Instructions for the task> Find each line below where the word "strokeStyle" occurs, and copy it.

•••

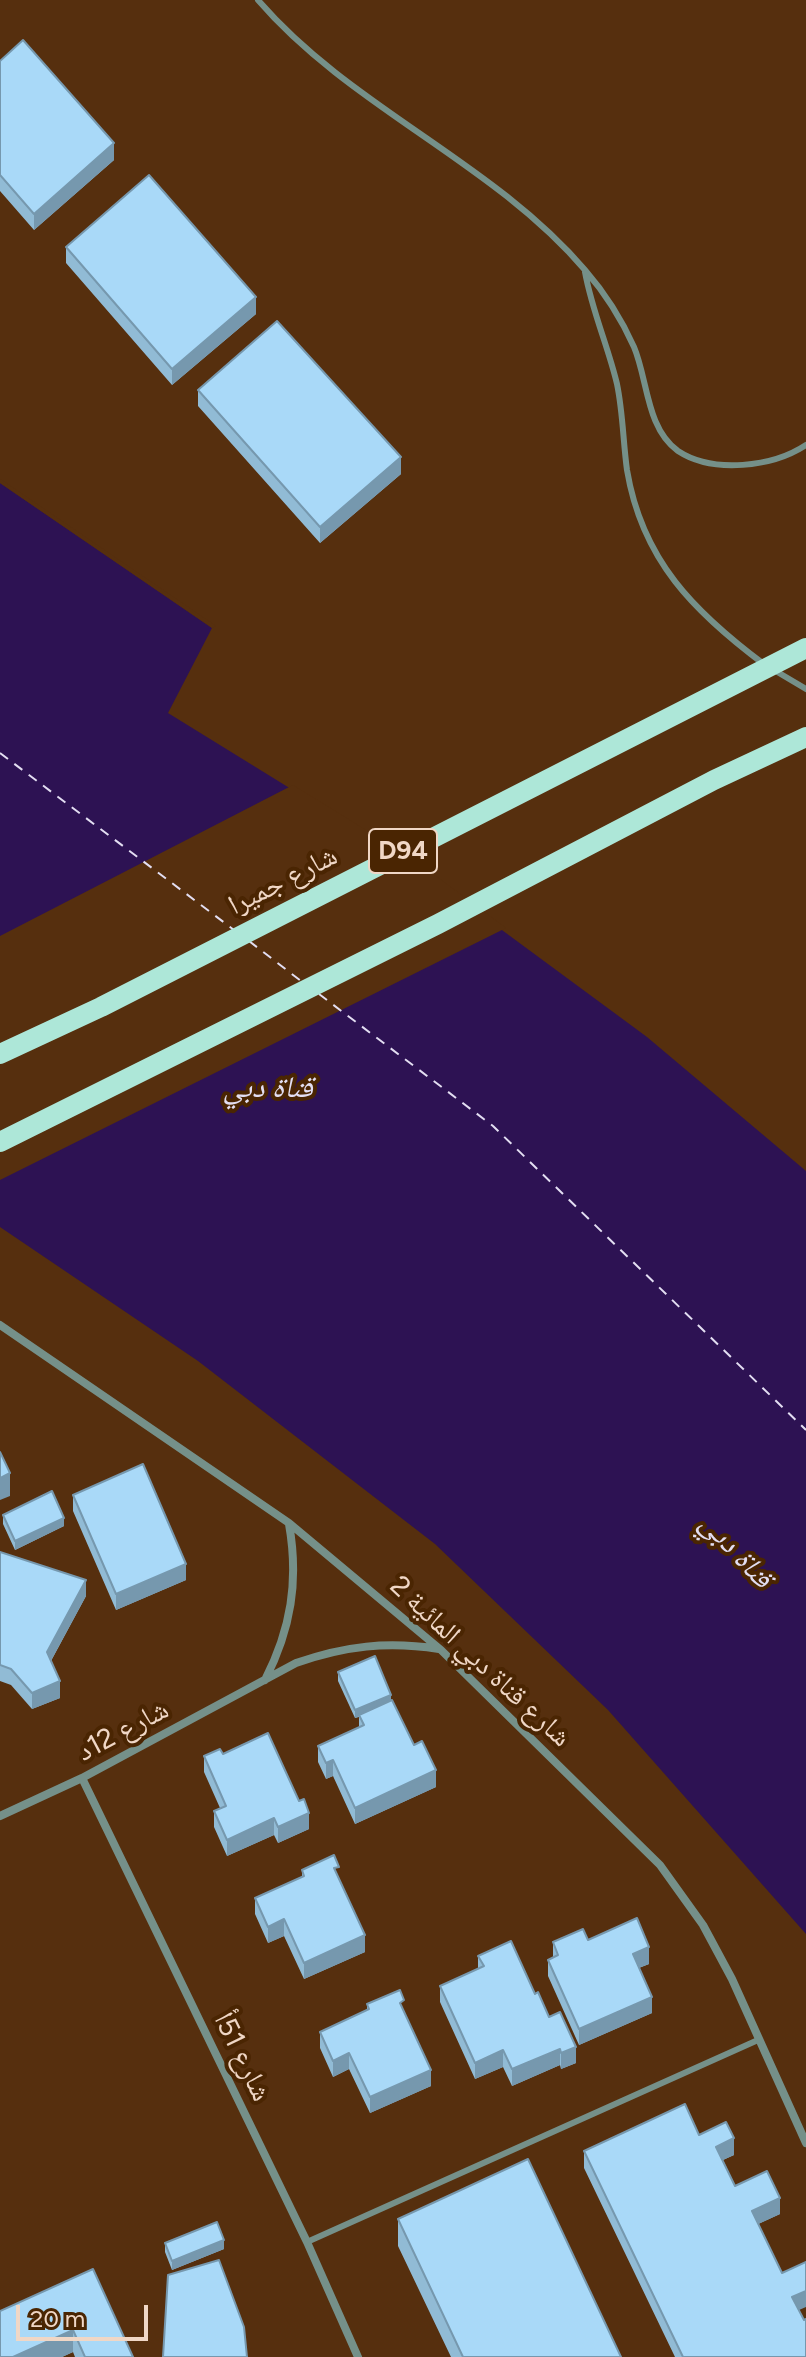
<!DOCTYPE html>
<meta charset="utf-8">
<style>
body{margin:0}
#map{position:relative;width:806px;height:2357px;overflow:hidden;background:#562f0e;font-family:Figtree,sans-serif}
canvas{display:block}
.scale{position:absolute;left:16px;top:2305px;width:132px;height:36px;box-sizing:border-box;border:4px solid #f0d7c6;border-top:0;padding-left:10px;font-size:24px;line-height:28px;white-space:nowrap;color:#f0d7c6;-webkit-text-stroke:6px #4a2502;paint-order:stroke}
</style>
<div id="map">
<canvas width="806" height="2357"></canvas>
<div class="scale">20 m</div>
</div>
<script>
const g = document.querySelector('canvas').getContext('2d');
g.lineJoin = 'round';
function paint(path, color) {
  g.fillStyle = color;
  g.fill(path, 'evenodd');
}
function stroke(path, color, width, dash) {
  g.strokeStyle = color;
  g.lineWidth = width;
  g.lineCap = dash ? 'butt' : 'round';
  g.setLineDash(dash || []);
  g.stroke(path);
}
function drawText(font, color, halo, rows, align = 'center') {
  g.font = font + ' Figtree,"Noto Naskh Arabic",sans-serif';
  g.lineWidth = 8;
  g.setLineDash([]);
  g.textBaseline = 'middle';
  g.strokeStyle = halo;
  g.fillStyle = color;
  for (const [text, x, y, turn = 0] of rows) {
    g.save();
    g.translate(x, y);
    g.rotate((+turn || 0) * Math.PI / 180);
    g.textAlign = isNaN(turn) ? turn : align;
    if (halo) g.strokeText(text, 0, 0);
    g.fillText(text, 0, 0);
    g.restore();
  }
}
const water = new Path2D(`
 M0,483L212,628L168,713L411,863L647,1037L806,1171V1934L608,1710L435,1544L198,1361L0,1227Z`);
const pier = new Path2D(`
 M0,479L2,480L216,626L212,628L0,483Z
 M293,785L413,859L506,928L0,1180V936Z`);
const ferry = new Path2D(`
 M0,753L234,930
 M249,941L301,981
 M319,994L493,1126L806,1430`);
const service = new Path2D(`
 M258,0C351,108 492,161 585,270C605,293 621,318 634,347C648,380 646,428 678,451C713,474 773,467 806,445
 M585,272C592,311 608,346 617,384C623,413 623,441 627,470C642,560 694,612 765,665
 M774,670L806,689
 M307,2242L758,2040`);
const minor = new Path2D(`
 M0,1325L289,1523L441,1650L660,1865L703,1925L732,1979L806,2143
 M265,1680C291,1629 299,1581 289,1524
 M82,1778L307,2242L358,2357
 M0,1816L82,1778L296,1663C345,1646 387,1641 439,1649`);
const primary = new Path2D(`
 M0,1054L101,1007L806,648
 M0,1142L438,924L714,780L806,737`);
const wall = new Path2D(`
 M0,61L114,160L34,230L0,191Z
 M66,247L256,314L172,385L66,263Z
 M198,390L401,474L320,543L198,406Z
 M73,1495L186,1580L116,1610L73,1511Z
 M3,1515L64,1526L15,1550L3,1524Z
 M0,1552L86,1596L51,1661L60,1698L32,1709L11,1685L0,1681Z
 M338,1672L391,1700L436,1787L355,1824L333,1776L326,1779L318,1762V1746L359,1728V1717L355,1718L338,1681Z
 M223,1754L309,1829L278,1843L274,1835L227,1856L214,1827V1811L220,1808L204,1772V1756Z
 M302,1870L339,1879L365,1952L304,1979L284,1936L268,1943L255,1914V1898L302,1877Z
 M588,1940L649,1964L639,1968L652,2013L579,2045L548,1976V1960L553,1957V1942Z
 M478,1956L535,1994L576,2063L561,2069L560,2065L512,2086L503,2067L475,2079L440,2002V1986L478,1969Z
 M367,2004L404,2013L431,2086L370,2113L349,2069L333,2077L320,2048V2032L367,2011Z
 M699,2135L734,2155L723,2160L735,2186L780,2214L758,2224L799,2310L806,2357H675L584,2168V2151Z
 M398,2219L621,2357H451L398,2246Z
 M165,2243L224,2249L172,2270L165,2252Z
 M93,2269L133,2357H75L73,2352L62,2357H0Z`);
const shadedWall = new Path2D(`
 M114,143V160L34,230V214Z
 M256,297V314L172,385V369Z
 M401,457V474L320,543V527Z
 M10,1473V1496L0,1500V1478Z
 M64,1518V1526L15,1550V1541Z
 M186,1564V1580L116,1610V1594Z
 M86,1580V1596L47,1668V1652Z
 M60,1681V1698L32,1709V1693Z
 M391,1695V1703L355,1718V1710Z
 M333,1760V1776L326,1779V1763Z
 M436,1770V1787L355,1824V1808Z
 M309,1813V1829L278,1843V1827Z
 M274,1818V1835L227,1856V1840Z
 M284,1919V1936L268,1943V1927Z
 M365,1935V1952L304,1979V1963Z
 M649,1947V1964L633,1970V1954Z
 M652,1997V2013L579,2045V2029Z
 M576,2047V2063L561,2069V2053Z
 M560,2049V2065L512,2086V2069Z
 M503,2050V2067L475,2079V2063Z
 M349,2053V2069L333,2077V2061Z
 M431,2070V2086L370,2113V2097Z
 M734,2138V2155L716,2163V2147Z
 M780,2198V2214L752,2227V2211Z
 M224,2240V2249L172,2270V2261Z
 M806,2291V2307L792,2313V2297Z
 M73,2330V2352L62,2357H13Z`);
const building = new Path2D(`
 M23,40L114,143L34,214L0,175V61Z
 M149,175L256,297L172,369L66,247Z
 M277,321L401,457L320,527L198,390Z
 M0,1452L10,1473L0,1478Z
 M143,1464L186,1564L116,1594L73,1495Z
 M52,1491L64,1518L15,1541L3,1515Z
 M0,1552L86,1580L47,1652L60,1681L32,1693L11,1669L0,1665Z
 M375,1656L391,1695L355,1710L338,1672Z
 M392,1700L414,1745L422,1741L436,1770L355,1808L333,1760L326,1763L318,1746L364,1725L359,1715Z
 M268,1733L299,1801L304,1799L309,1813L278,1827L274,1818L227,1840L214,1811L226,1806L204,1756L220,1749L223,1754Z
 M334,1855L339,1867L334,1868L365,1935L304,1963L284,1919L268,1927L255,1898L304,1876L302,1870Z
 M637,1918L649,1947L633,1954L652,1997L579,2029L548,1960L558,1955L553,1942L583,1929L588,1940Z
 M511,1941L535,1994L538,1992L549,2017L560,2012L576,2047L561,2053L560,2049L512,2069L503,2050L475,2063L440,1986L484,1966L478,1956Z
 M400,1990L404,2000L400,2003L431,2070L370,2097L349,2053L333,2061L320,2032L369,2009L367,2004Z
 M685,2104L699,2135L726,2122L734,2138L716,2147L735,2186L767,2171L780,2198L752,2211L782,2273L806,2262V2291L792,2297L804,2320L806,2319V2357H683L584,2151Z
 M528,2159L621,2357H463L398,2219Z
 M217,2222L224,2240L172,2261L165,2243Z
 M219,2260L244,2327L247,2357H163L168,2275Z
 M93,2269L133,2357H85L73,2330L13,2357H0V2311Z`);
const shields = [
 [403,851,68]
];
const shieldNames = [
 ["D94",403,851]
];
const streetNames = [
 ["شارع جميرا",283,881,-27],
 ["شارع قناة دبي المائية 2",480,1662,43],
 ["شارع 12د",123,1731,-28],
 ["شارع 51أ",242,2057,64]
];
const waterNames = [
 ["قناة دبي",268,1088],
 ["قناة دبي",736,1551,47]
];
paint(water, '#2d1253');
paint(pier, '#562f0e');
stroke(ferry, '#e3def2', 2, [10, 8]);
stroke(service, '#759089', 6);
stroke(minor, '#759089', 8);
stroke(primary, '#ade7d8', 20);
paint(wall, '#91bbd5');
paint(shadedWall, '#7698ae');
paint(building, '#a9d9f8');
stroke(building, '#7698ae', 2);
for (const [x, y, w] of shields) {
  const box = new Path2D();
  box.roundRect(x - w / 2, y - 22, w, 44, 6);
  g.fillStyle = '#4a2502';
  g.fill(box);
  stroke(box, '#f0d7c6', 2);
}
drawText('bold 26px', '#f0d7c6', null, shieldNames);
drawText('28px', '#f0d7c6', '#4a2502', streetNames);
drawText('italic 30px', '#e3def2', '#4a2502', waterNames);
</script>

•••

Expected answer>
  g.strokeStyle = color;
  g.strokeStyle = halo;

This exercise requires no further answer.